16. Il ressort des pièces du dossier que la demande de permis de construire comprend un dossier accessibilité des personnes à mobilité réduite (notice PC 39.10 et pièces graphiques PC 39) et un dossier relatif à la réglementation sécurité-incendie (notice PC 40). Consultée sur la base de ces documents, la délégation permanente de la commission de sécurité de la préfecture de police a émis le 8 avril 2022 un avis favorable sur le projet.
17. En premier lieu, si la société requérante soutient que les ouvertures sur voie au rez-de-chaussée méconnaîtraient les dispositions précitées, elle n’assortit pas son moyen des précisions de nature à permettre au tribunal d’en apprécier le bien-fondé. En second lieu, un permis de construire ne valant pas autorisation d’ouverture d’un établissement recevant du public, n’a pas à respecter les dispositions du code du travail ni de l’arrêté du 25 juin 1980 portant approbation des dispositions générales du règlement de sécurité contre les risques d’incendie et de panique dans les établissements recevant du public (ERP). Il ne ressort pas des pièces du dossier que l’implantation des espaces d’attente sécurisés ou la largeur des cages d’escalier projetées, que le permis de construire n’a d’ailleurs pas pour objet d’autoriser, serait de nature à porter atteinte à la sécurité des occupants. Le moyen tiré de ce que la maire de Paris aurait commis une erreur manifeste d’appréciation au regard de l’article R. 111-2 du code de l’urbanisme doit, dès lors, être écarté.
18. Il résulte de tout ce qui précède que, sans qu’il soit besoin de se prononcer sur la demande d’expertise avant dire droit ni sur la fin de non-recevoir soulevée en défense, les conclusions à fin d’annulation présentées par la société requérante doivent être rejetées.
Sur les frais de l’instance :
19. Les dispositions de l’article L. 761-1 font obstacle à ce qu’une somme soit mise à la charge de la SAS Gutenberg et de la Ville de Paris, qui ne sont pas les parties perdantes à la présente instance.
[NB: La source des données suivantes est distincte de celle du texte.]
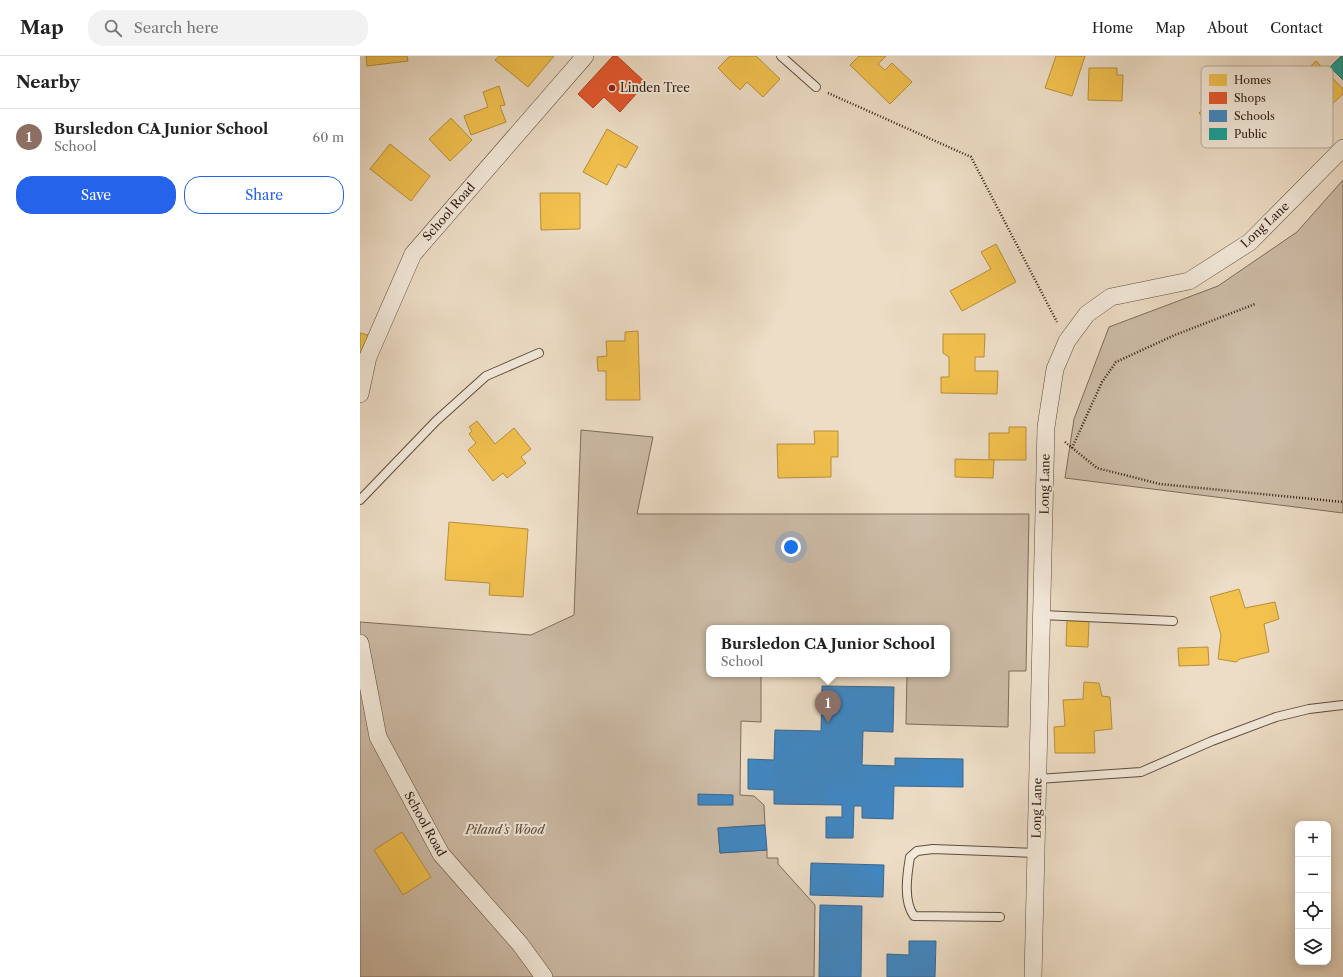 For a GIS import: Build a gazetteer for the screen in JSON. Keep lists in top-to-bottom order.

En revanche, il y a lieu, dans les circonstances de l’espèce, de mettre la somme de 2 000 euros à la charge de la société Equator, à verser à la SAS Gutenberg, au titre de ces dispositions.
D E C I D E :
Article 1er : La requête de la société Equator est rejetée.
Article 2 : La société Equator versera la somme de 2 000 euros à la SAS Gutenberg au titre de l’article L. 761-1 du code de justice administrative.
Article 3 : Le présent jugement sera notifié à la société Equator, à la SAS Gutenberg et à la Ville de Paris.
Délibéré après l’audience du 15 mai 2025, à laquelle siégeaient :
Mme Anne Seulin, présidente,
M. Gaël Raimbault, premier conseiller,
Mme Paule Desmoulière, conseillère.
Rendu public par mise à disposition au greffe le 28 mai 2025.
Le rapporteur,
G. C
SignéLa présidente,
A. Seulin
SignéLa greffière,
L. Thomas
Signé
La République mande et ordonne au préfet de la région Ile-de-France, préfet de Paris en ce qui le concerne ou à tous commissaires de justice à ce requis en ce qui concerne les voies de droit commun contre les parties privées, de pourvoir à l’exécution de la présente décision.